Swift chiral quantum walks

TL;DR

This paper demonstrates that adding complex phases to the edges of a graph can transform sedentary continuous-time quantum walks into swift chiral quantum walks, significantly reducing return probabilities and expanding the understanding of chiral CTQW capabilities.

Contribution

It introduces a method to achieve swift chiral quantum walks by adding complex phases, and provides a no-go theorem for Laplacian-type chiral CTQWs, advancing the theoretical understanding of quantum walk dynamics.

Findings

Adding complex phases enables swift chiral quantum walks.

Laplacian-type swift chiral CTQWs are impossible (no-go theorem).

Characterization of tasks achievable with chiral CTQWs.

Abstract

A continuous-time quantum walk (CTQW) is sedentary if the return probability in the starting vertex is close to one at all times. Recent results imply that, when starting from a maximal degree vertex, the CTQW dynamics generated by the Laplacian and adjacency matrices are typically sedentary.
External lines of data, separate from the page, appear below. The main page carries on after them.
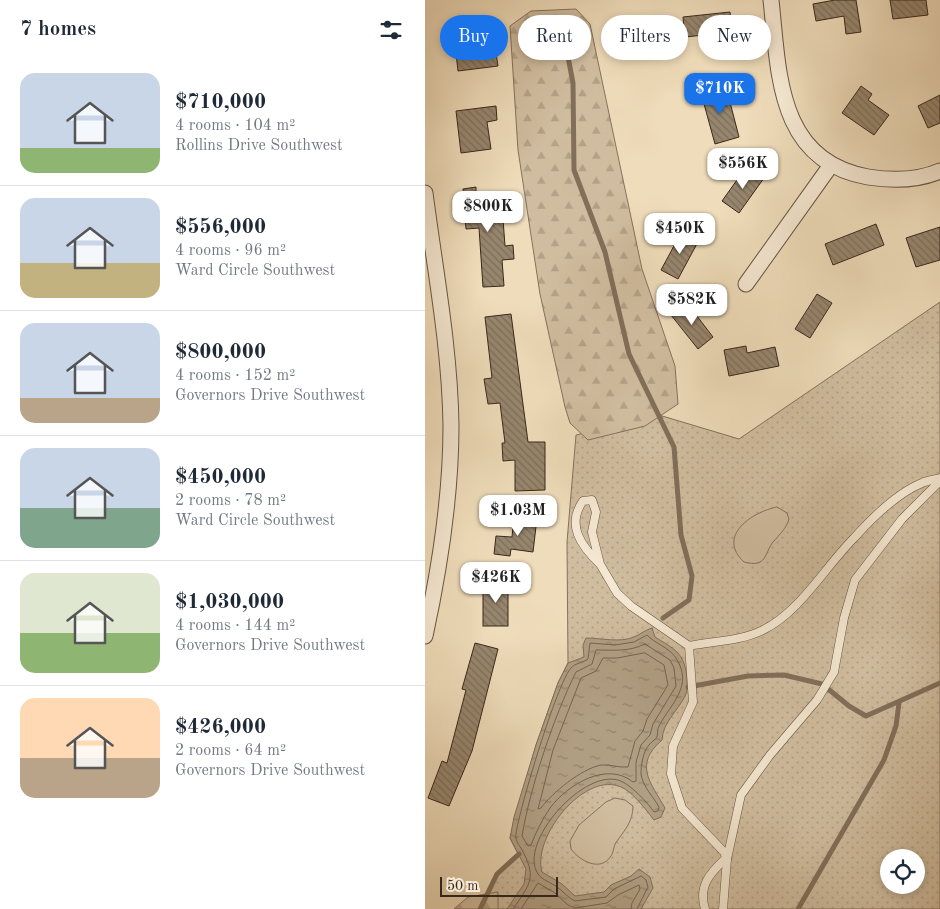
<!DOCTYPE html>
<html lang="en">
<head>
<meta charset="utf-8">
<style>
  :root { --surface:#fff; --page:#f6f6f7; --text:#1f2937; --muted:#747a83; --line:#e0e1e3; --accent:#1a73e8 }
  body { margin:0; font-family:"Old Standard TT",serif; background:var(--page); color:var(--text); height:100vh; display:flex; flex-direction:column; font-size:19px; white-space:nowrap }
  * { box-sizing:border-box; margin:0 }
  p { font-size:16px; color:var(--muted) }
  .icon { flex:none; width:28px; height:28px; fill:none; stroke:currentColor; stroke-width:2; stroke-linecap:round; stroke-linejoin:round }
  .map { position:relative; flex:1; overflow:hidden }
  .side { display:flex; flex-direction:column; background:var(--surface); width:425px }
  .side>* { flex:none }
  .guide { position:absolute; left:15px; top:15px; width:425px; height:45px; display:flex; gap:10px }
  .controls { position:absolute; left:455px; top:849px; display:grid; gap:10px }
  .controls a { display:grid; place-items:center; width:45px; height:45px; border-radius:50%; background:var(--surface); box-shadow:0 2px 8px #0003; font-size:25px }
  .scale { position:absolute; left:15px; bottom:12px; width:118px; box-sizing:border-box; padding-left:5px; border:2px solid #38281c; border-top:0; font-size:14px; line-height:18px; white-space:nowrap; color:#38281c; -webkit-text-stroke:4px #f5e8d2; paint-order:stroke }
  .price { position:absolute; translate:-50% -42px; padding:0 11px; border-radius:10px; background:#fff; color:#222; font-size:16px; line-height:32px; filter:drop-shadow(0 1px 2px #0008) }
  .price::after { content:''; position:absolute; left:50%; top:30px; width:15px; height:11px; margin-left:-8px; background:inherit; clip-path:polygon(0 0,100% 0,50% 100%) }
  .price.on { background:var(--accent); color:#fff }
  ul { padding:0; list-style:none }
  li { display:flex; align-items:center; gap:15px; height:125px; padding:0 20px }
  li+li { border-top:1px solid var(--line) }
  li span { display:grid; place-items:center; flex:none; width:140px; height:100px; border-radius:15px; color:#555 }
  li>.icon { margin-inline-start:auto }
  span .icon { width:60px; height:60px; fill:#fffc; stroke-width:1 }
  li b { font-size:21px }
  h2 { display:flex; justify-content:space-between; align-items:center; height:60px; padding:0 20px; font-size:21px }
  .chip { padding:0 18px; border-radius:22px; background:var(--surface); box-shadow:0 2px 8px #0003; font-size:18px; line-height:45px }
  .chip.on { background:var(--accent); color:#fff }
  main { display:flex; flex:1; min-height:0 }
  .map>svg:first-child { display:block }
  .green { fill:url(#green-dots); stroke:#84725e; fill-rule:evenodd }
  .forest { fill:url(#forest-firs); stroke:#84725e }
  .pitch { fill:#d0bd9f; stroke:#84725e }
  .water { fill:url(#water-ripples); stroke:#816f5a }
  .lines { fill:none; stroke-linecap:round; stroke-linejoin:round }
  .shore { stroke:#746450; stroke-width:1 }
  .stream { stroke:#816f5a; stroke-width:5 }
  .building { fill:url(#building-back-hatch); stroke:#38281c }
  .lane-casing { stroke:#654; stroke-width:9 }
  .street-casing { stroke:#654; stroke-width:17 }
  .lane { stroke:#f5e8d2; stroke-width:8 }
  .street { stroke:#f5e8d2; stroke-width:15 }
</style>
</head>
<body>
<main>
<section class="side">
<h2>7 homes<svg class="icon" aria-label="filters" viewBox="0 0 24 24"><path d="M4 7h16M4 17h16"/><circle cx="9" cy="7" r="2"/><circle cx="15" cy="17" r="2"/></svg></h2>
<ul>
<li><span style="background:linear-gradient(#c9d6e8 75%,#8fb573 0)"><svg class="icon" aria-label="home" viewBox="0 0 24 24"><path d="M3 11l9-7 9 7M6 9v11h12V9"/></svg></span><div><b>$710,000</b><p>4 rooms · 104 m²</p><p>Rollins Drive Southwest</p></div></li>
<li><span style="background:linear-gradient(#c9d6e8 65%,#c2b280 0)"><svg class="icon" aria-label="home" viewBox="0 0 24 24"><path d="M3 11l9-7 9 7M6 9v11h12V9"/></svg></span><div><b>$556,000</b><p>4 rooms · 96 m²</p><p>Ward Circle Southwest</p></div></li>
<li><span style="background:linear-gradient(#c9d6e8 75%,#b9a48a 0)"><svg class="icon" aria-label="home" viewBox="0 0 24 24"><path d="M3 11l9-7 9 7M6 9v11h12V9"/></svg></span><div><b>$800,000</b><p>4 rooms · 152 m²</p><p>Governors Drive Southwest</p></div></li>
<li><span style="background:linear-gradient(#c9d6e8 60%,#7fa58c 0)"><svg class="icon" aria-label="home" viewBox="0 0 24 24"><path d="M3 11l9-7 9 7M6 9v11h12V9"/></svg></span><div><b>$450,000</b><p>2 rooms · 78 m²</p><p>Ward Circle Southwest</p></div></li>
<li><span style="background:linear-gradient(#dfe7d0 60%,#8fb573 0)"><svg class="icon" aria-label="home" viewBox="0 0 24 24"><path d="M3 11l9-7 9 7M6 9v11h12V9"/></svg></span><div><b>$1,030,000</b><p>4 rooms · 144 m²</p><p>Governors Drive Southwest</p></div></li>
<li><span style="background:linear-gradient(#ffd9b3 60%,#b9a48a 0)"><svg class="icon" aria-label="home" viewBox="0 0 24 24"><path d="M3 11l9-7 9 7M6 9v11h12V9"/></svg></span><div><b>$426,000</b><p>2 rooms · 64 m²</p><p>Governors Drive Southwest</p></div></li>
</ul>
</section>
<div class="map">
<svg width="515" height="909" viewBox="0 0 515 909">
  <defs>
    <pattern id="green-dots" width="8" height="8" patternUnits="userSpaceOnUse" patternTransform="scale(1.25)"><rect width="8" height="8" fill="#d0bd9f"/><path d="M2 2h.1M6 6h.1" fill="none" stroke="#b3a288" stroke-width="1.8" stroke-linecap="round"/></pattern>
    <pattern id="forest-firs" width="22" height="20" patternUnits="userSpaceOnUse" patternTransform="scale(1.25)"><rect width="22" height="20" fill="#d0bd9f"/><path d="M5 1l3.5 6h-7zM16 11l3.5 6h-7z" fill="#b3a288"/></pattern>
    <pattern id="water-ripples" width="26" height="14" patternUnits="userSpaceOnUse" patternTransform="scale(1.25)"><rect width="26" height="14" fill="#b19f84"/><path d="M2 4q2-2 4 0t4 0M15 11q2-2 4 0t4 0" fill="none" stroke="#91826b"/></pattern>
    <pattern id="building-back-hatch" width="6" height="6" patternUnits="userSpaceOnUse" patternTransform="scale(1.25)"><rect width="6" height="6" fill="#97866e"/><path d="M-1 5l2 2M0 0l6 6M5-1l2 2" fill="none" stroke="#7c6e5a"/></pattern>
  </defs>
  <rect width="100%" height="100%" fill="#efdcba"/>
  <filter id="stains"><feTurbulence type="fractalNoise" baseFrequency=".004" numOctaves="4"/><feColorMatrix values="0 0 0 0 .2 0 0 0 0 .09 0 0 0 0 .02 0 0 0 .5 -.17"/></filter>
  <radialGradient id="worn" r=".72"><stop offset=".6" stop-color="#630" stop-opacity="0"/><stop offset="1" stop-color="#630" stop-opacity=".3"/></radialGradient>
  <path class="green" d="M515 302V909H55L72 874 93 854 85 838 111 745 133 683 143 663 142 542 151 435 234 415 314 439ZM464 858H491V885H464Z"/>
  <g class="forest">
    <path d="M151 9 165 24 217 269 250 366 253 404 220 426 163 440 145 423 140 407 115 294 93 150 85 26 106 11Z"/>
    <path d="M73 892V909H29L43 897Z"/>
  </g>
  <g class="pitch">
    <path d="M352 507 362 513 364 519C361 529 355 534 348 542 339 554 342 568 319 562 291 536 327 512 352 507Z"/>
    <path d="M190 798 200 800 208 806C208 821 200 830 192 841 188 846 189 852 186 856 175 873 154 860 146 849L145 841 154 825 181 802Z"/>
  </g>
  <path class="water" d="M227 628 230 637C249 649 259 652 262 677 262 683 263 690 260 696 252 712 238 722 237 740 208 765 226 783 240 808L236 817 229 820C221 810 206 789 193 786 158 774 107 837 117 872L137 884 150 896 179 892 186 885 206 876 214 869 225 877 228 888 216 909H82L99 884 101 869 85 838 89 817 111 745 133 683 143 663 159 657 158 645 161 638C176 638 195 643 209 637 216 634 220 630 227 628Z"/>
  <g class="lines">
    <g class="shore">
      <path d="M220 644 245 660 249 668 251 686 228 724 225 735 216 745 211 762V781L208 782C182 761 143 784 125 808 117 820 111 832 106 845L103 846 97 836C105 788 129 716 151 672L167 664 171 650C189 650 204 652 220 644Z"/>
      <path d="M220 653 239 665 243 685 222 719 218 731 210 741 203 767C194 768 185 764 176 765 156 769 127 793 116 808L113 809 128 750 156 678 171 671 178 658H192Z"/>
      <path d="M88 909C106 883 112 877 96 848 93 844 90 839 91 834 94 810 132 683 146 668 150 663 158 663 163 659L165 643 190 645 209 642 222 635C229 643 245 648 251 658 269 686 246 703 234 726 232 729 233 733 232 737 230 740 226 742 224 745 218 751 216 766 216 774 218 787 228 796 234 807L233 811 229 812C223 803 207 786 196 781 160 766 92 843 113 874 117 880 127 883 132 887 138 891 143 898 150 901L181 897 189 889 216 876 221 880 223 887 212 909"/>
      <path d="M96 909 113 883 130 893 143 905 150 908 182 903 193 895 214 885 215 889 207 903 206 909"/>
    </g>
    <g class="stream">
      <path d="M139 36 148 83 149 170 180 252 204 354 249 447 256 535 267 576 264 600 238 618"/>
      <path d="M263 687 323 676 359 675 397 684 424 706 441 716 515 683"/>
      <path d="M55 909 72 874 94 854"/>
      <path d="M373 909 459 760 471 726 474 703"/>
    </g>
  </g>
  <g class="building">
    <path d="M410 0H431L436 32 421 34 419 16 391 21 388 4Z"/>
    <path d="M465 0H501L503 15 468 19Z"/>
    <path d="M305 12 307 32 260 37 258 17Z"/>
    <path d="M224 19 228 46 184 54 180 27Z"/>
    <path d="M69 40 73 66 33 71 30 45Z"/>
    <path d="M436 86 447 94 443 100 464 115 449 135 417 113Z"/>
    <path d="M301 87 314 137 290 144 276 93Z"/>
    <path d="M515 95V123L503 128 493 106Z"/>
    <path d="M71 106 72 120 62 122 66 149 36 153 31 111Z"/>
    <path d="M322 166 339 178 314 213 297 201Z"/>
    <path d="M51 187V194L76 192 80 246 88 245 89 259 77 260 79 286 58 287 54 228 41 229 38 189Z"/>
    <path d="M451 224 459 245 408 265 400 244Z"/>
    <path d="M515 227V260L491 267 481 238Z"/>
    <path d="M257 231 274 240 253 279 236 270Z"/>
    <path d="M392 294 407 303 385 338 370 329Z"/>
    <path d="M262 303 288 337 273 349 246 315Z"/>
    <path d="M86 314 103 442H120V490L90 491V460L78 461 77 443H80L75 403 63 404 59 379 67 378 60 317Z"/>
    <path d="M321 346 322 353 350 347 354 366 304 376 299 350Z"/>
    <path d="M89 516 112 518 108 552 86 549 85 556 69 554 71 536 87 537Z"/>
    <rect x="58" y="581" width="25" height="45"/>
    <path d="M50 643 73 649 47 751 24 806 3 798 17 761 22 763 41 690 37 689Z"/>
  </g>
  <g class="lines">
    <g class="lane-casing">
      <g id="lane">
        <path d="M175 564C156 546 141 525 158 501L167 500 171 512 167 532 175 564 192 593 206 606 264 646"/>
        <path d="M302 859 299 852 257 808 246 774 248 746 268 702 264 646C289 641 316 641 338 630 375 612 400 567 429 538 447 518 472 493 497 483 503 480 509 480 515 478"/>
        <path d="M280 909C273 886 285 873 301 858"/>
        <path d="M298 909 302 859 316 795 345 755 392 700 409 672 419 618 430 580 477 519 515 481"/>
      </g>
    </g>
    <g class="street-casing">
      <g id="street">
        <path d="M346 0C354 73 352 161 443 177 468 181 492 181 515 171"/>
        <path d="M0 193C10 270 25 348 26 426 26 498 15 567 0 636"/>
        <path d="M321 284 406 165"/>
      </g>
    </g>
    <use href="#lane" class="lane"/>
    <use href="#street" class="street"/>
  </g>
  <rect width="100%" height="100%" filter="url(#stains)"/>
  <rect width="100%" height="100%" fill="url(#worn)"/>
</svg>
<div class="controls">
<a><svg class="icon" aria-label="locate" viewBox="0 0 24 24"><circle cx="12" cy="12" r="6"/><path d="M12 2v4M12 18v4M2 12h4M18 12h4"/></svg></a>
</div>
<div class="scale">50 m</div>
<b class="price on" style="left:295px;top:115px">$710K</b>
<b class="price" style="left:318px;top:190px">$556K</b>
<b class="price" style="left:63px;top:233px">$800K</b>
<b class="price" style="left:255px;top:255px">$450K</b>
<b class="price" style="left:267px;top:326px">$582K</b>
<b class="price" style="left:93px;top:537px">$1.03M</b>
<b class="price" style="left:71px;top:604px">$426K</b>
<div class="guide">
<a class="chip on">Buy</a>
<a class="chip">Rent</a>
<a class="chip">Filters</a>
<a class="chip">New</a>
</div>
</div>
</main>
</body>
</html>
In this paper, we show that the addition of appropriate complex phases to the edges of the graph, defining a chiral CTQW, can cure sedentarity and lead to swift chiral quantum walks of the adjacency type, which bring the returning probability to zero in the shortest time possible. We also provide a no-go theorem for swift chiral CTQWs of the Laplacian type. Our results provide one of the first, general characterization of tasks that can and cannot be achieved with chiral CTQWs.